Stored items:
[Start of Attachment]

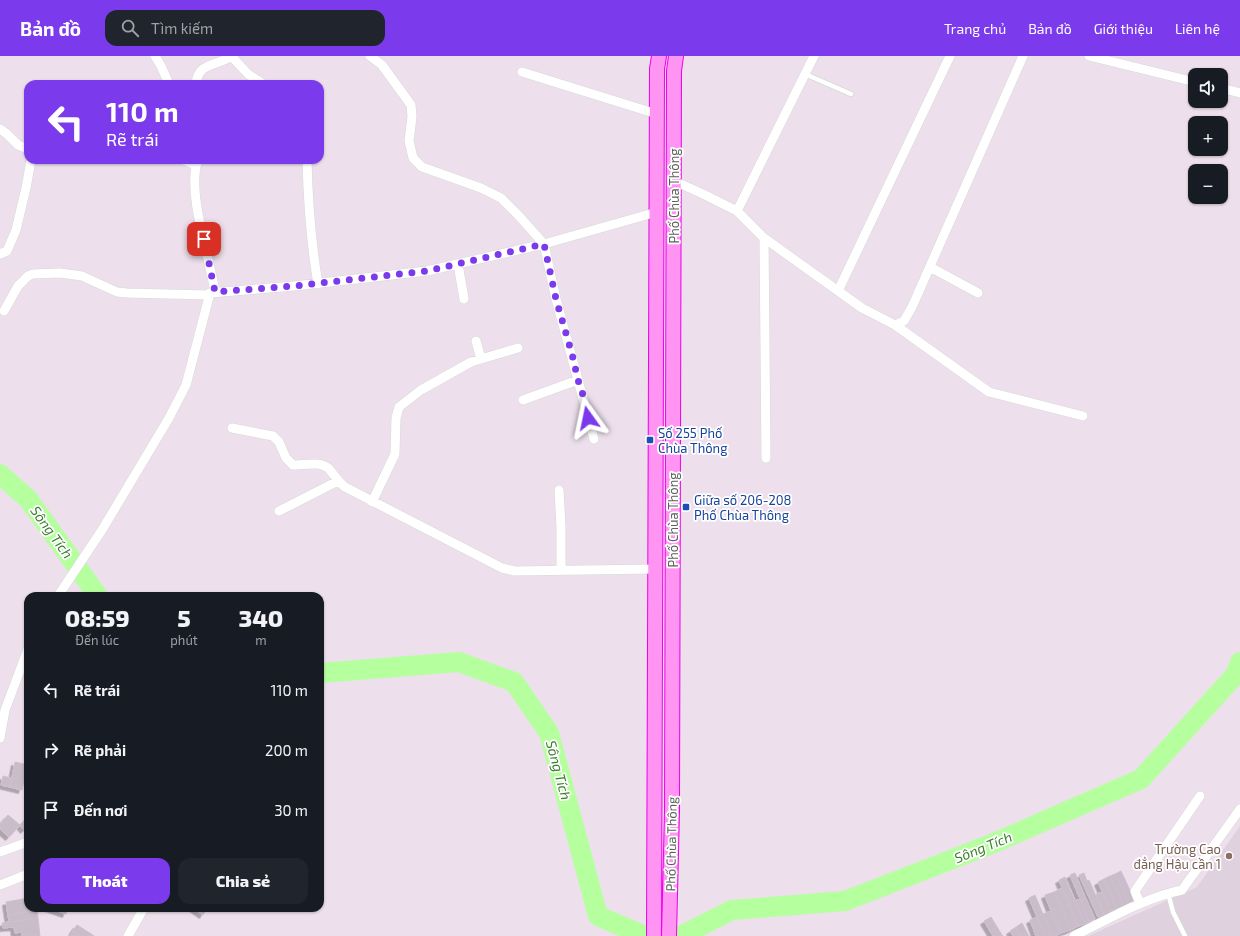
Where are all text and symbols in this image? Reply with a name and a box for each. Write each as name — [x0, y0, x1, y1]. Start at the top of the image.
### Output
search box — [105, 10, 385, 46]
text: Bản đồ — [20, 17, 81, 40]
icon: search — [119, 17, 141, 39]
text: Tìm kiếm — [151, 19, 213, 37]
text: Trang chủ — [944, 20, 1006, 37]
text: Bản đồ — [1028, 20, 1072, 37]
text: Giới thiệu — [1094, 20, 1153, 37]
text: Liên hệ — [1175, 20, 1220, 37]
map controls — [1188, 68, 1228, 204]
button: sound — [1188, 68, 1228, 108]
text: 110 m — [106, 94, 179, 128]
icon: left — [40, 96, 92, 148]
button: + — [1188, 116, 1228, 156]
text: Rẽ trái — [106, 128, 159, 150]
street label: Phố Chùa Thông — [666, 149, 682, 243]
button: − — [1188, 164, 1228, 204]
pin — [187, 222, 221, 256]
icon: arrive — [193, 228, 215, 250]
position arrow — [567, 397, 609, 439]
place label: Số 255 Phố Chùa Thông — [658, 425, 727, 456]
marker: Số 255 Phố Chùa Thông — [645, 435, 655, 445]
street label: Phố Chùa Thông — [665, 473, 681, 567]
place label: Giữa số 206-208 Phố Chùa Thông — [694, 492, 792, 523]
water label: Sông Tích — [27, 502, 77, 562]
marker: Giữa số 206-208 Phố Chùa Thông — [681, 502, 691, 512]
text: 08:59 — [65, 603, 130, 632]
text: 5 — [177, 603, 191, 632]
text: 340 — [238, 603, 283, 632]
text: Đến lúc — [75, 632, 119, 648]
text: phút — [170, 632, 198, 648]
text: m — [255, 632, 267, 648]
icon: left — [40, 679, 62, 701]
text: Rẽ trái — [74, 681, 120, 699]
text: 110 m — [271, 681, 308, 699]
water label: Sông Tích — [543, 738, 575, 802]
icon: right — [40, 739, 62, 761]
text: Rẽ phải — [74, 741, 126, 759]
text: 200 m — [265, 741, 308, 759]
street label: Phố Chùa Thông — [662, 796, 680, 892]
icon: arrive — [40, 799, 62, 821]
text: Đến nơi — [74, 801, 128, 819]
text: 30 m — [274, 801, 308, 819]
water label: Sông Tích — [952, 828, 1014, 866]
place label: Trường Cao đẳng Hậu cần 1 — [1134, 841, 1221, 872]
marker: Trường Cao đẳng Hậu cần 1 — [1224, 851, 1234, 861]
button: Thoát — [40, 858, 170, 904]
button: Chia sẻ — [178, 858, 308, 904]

[End of Attachment]

▶ Instructions to follow
Filter the records above for lines containing the word "đẳng", and copy those lines.

▶ Exercise solution
place label: Trường Cao đẳng Hậu cần 1 — [1134, 841, 1221, 872]
marker: Trường Cao đẳng Hậu cần 1 — [1224, 851, 1234, 861]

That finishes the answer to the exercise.